In the Belfast Telegraph Maurice Hayes argues that the “electoral rhetoric about bread and butter issues is shadow boxing, and everyone knows it.” The focus on populist issues he says is “to get people to the polls in the knowledge that once there, nature will triumph over nurture and they will vote by instinct rather than by reason.” There are some predictions and some criticisms of individual parties election stances, with the most pertinent criticism echoing elements from the economic discussion with the Strategem Policy Panel on Slugger BlogTalkRadioNo specifics in those predictions, but the broad strokes seem reasonable..
The battle remains between DUP and Sinn Fein, both of whom have ambitions to wipe out opposition on their own side.
Both wish to secure the highest total of votes, and of seats, because under the arcane rituals of the D’Hondt system, this will determine the number of ministerial posts each party secures in the Executive, the order of choice and the comparative importance of the portfolio.
The polls, allowing for margins of error, confirm earlier predictions that DUP will dominate the unionist vote, taking perhaps four or five extra seats at the expense of UUP.

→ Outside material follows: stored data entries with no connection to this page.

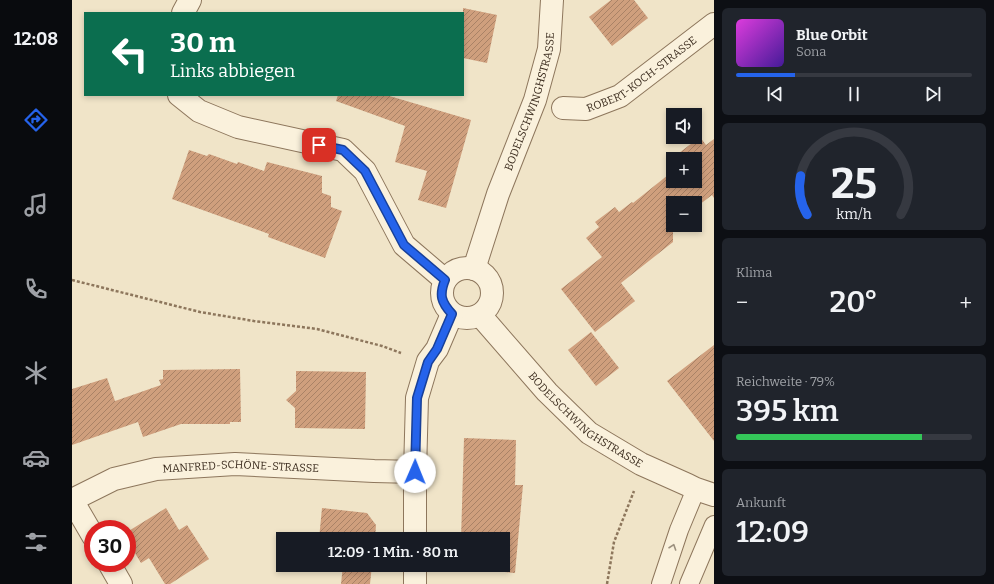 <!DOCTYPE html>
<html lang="de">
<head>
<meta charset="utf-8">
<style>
  body { margin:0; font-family:Bitter,serif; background:#20242c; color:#f1f3f6; height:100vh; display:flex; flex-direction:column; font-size:15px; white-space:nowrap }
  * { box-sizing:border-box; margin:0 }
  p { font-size:13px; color:#9ea1a6 }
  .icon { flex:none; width:22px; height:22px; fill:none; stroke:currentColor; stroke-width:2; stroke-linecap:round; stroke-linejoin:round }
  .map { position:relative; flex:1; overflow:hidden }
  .side { display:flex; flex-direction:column; gap:8px; padding:8px; background:#0d0f14; width:280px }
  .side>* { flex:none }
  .guide { position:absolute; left:12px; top:12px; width:380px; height:84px; border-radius:0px; box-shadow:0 2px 6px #0003; background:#0b6e4f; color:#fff; overflow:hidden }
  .tools { position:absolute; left:594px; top:108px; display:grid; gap:8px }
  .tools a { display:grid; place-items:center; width:36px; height:36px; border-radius:0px; background:#171b24; box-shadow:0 2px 6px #0003; font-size:20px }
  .speed { position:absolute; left:12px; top:520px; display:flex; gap:8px; font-size:20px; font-weight:700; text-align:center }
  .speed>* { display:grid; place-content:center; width:52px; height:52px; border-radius:50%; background:#171b24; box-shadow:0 2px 6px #0003; line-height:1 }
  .speed .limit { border:6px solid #d22; background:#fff; color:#111 }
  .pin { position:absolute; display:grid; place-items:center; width:34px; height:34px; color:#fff; margin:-17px; border-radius:8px; box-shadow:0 2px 6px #0006 }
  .me { position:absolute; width:44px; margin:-22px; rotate:1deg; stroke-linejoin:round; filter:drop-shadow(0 0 3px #0008) }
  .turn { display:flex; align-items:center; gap:14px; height:84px; padding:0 20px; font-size:18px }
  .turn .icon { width:52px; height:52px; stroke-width:2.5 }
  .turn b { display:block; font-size:28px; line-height:34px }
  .big { font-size:30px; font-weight:600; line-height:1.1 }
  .side .tile { flex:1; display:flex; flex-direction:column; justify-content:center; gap:6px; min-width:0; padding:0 14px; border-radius:6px; background:#20242c }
  .side .dial { align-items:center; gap:0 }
  .dial svg { height:104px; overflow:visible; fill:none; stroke:#363941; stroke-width:7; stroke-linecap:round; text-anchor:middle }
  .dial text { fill:#f1f3f6; stroke:none }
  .song { display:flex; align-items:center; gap:12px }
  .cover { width:48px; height:48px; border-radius:6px; background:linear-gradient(135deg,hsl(300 70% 55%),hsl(260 70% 35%)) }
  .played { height:4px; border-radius:2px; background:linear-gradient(90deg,#2563eb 25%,#363941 25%) }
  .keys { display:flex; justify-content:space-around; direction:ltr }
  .heat { display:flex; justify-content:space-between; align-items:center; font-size:22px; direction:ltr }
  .charge { height:6px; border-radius:3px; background:linear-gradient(90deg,#34c759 79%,#363941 0) }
  .trip { position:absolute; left:204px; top:532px; width:234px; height:40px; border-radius:0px; background:#171b24; box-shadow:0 2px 6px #0003; font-weight:600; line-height:40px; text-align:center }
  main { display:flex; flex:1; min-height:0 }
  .tabs { display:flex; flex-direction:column; width:72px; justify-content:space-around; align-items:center; background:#090b0e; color:#9ea1a6 }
  .tabs .icon { width:28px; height:28px }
  .tabs .selected { color:#2563eb }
  .tabs b { font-size:18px; color:#f1f3f6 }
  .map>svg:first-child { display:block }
  .building { fill:url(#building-hatch) }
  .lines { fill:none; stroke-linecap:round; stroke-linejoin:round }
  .lane-casing { stroke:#8d765c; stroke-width:20 }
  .street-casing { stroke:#8d765c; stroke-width:24 }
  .path { stroke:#8d765c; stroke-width:2.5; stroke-dasharray:3 2; stroke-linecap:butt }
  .lane { stroke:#faf1dc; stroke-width:18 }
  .street { stroke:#faf1dc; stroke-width:22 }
  .oneway { stroke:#9c907e }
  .route-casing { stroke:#184099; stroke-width:10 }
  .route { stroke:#2563eb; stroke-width:7 }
  .labels { text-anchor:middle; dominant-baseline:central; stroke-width:4; stroke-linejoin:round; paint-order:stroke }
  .street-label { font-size:11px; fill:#3d2e20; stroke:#f7eed8 }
</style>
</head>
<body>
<main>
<nav class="tabs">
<b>12:08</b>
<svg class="icon selected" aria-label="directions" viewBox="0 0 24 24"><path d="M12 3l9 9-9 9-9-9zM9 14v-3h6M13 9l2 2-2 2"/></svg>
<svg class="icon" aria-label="music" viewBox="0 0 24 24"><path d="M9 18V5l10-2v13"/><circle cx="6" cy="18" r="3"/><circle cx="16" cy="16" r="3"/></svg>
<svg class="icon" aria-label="phone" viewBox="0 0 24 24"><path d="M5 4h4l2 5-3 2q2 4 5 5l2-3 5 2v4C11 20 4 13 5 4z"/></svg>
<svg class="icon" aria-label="climate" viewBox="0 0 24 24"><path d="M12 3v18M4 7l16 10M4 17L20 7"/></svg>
<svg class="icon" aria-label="car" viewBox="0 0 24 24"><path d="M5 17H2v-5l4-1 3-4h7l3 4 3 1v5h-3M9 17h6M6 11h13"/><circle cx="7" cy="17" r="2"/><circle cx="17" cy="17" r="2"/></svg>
<svg class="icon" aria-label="filters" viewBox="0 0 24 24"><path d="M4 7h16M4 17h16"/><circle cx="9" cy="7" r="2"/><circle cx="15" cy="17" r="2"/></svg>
</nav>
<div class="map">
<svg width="642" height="584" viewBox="0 0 642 584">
  <defs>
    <pattern id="building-hatch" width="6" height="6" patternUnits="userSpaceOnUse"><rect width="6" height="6" fill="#cf9f7d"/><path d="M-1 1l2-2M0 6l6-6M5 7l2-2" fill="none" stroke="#a98266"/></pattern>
  </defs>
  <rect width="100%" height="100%" fill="#f0e4c8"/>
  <path class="building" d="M539,0H562L576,18L540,46L517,17Z
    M391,8L425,15L415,63L391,58Z
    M266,95H314L399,120L374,208L346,200L355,171L323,162L333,126L264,101Z
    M628,137L634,145L642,139V198L640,195L623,208V203H601V242L549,283L563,301L523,332L489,289L530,257L514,238L527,227L523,222L543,207L547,212L560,202L561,203L601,171V181H623V159H612L607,153Z
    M117,150L135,156L137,154L165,164L166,162L192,171L195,162L250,176V193L259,196V207L270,211L253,258L196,237L197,234L100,199Z
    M519,332L547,368L524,386L496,350Z
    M642,345V441L595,381Z
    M168,369L169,422H158V424H109L71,437L66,422L0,445V389L35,378L43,401L89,385L87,380L91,379V370Z
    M224,371L294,372L293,429L223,428V408L214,400L224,391Z
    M392,438L444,440L443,485H451L443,573L386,568L387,565H431V539H389Z
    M94,508L107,530L115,525L137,559L98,584H93L77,558L69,563L55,540V532Z
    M250,508L295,513L304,525L303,539H247Z
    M271,565H300L298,584H269Z"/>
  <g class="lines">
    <g class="lane-casing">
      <path id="lane" d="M589,584L607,530L624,489
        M617,584L642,525"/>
    </g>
    <g class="street-casing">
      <g id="street">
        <path d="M111,13L118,0"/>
        <path d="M107,95L127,111L166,127L271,150L293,171L332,245L373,280"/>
        <path id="s1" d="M491,108L514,109L548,96L642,24"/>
        <circle cx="395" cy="293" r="25"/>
        <path id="s2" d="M402,269L426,194L463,100L477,49L480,0"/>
        <path id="s3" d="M408,315L475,392L517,433L569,464L616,485L624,489L642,495"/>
        <path id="s4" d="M0,500L42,479L84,469L163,464L302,471L343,472"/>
        <path d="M0,500L21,536"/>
        <path d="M343,539V472L345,398L356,361L365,349L380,314"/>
        <path d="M37,563L49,584"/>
        <path d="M343,565V584"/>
      </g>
    </g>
    <path class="path" d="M0,280L128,312L182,321L245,329L310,346L329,353
      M535,584L542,542L562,491"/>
    <use href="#lane" class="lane"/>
    <use href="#street" class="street"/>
  </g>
  <defs><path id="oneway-chevron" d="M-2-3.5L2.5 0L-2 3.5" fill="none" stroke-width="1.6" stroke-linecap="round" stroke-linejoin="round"/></defs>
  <use class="oneway" href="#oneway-chevron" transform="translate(601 547) rotate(-71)"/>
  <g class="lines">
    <g class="route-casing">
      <path id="route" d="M247,145L271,150L293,171L332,245L373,280C367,295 369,302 380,314L365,349L356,362L345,398L343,472"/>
    </g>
    <use href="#route" class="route"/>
  </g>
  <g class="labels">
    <g class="street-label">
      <text stroke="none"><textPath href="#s1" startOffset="89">ROBERT-KOCH-STRASSE</textPath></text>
      <text stroke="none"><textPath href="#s2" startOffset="177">BODELSCHWINGHSTRASSE</textPath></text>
      <text stroke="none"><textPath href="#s3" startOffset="150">BODELSCHWINGHSTRASSE</textPath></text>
      <text stroke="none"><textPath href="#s4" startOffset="175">MANFRED-SCHÖNE-STRASSE</textPath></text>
    </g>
  </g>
</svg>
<div class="tools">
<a><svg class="icon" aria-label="sound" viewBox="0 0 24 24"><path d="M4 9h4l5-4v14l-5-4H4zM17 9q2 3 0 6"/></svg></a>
<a>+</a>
<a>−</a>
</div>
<div class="speed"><div class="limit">30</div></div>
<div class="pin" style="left:247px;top:145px;background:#d93025"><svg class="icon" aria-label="arrive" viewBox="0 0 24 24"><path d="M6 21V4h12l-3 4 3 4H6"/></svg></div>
<svg class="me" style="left:343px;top:472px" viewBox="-20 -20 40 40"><circle r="19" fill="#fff"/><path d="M0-13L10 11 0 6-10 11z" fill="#2563eb"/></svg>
<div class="trip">12:09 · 1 Min. · 80 m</div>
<div class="guide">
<div class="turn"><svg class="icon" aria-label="left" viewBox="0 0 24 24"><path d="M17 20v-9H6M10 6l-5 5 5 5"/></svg><div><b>30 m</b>Links abbiegen</div></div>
</div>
</div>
<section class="side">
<div class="tile">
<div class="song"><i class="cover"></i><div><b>Blue Orbit</b><p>Sona</p></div></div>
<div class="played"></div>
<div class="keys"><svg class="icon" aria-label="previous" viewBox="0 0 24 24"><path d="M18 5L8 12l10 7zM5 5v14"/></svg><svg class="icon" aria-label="pause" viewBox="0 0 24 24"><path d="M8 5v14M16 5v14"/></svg><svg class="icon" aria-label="next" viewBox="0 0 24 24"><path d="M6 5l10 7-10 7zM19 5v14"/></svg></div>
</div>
<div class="tile dial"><svg viewBox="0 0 100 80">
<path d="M14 69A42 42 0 1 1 86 69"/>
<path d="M14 69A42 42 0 0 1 9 39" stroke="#2563eb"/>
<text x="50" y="56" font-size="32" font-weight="700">25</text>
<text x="50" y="72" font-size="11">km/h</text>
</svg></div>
<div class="tile"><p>Klima</p>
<div class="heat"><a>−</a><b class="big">20°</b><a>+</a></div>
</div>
<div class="tile"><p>Reichweite · 79%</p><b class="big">395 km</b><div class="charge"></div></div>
<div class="tile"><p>Ankunft</p><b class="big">12:09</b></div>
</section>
</main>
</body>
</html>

Those former UUP voters who do not stay at home may switch to DUP to ensure that they remain the largest party and to fend off the dire prospect of Sinn Fein being in a position to nominate the First Minister.
They will also help to counterbalance the defection of those in DUP for whom engagement in Government with Sinn Fein is a u-turn too many.
Some disenchanted UUP voters too seem to be swinging to Alliance, who, if the polls are to be believed, would more than double their vote.
The polls also confirm the stabilisation of SDLP, perhaps a recovery of their share of the vote, and even, maybe, the gain of a seat or two.
And this despite being caught between presenting as the party of good sense and moderate practicality, and trying to outflank Sinn Fein on their All-Ireland credentials.
Since the rationale of the process was to encourage unionists to agree to power-sharing at Stormont because the Agreement secured their position within the United Kingdom, it seems premature and perverse to invoke it as a half-way house to Dublin.
This is to repeat the post-Sunningdale gaffe of ‘trundling’ unionists into a united Ireland, which helped to torpedo that arrangement.
The manifesto call for a border poll, which SDLP boycotted in 1973 because the answer was known, echoes oddly at a time when the answer is still the same. Sinn Fein will likely emerge as the largest party on the nationalist side, but not by so much as they may have hoped.
While the economic argument echoes the panel discussion on Slugger BlogTalkRadio
There is an argument for a once-off capital injection for infrastructural developments, to make up for under-investment under Direct Rule, but putting Northern Ireland on a drip-feed of increased public expenditure flies in the face of all economic orthodoxy.
This is an economy which is chronically and unhealthily dependent on the public sector, which needs to encourage entrepreneurship and inward investment, yet the only thing all the parties seem to agree on is that there should be a massive increase in public expenditure.
A couple of additional points to consider is whether any party, if they did advocate a decrease in public expenditure, a) would be returned in numbers, or b) could implement such a policy within a mandatory coalition of our particular, and peculiar species of pseudo-parliamentary government.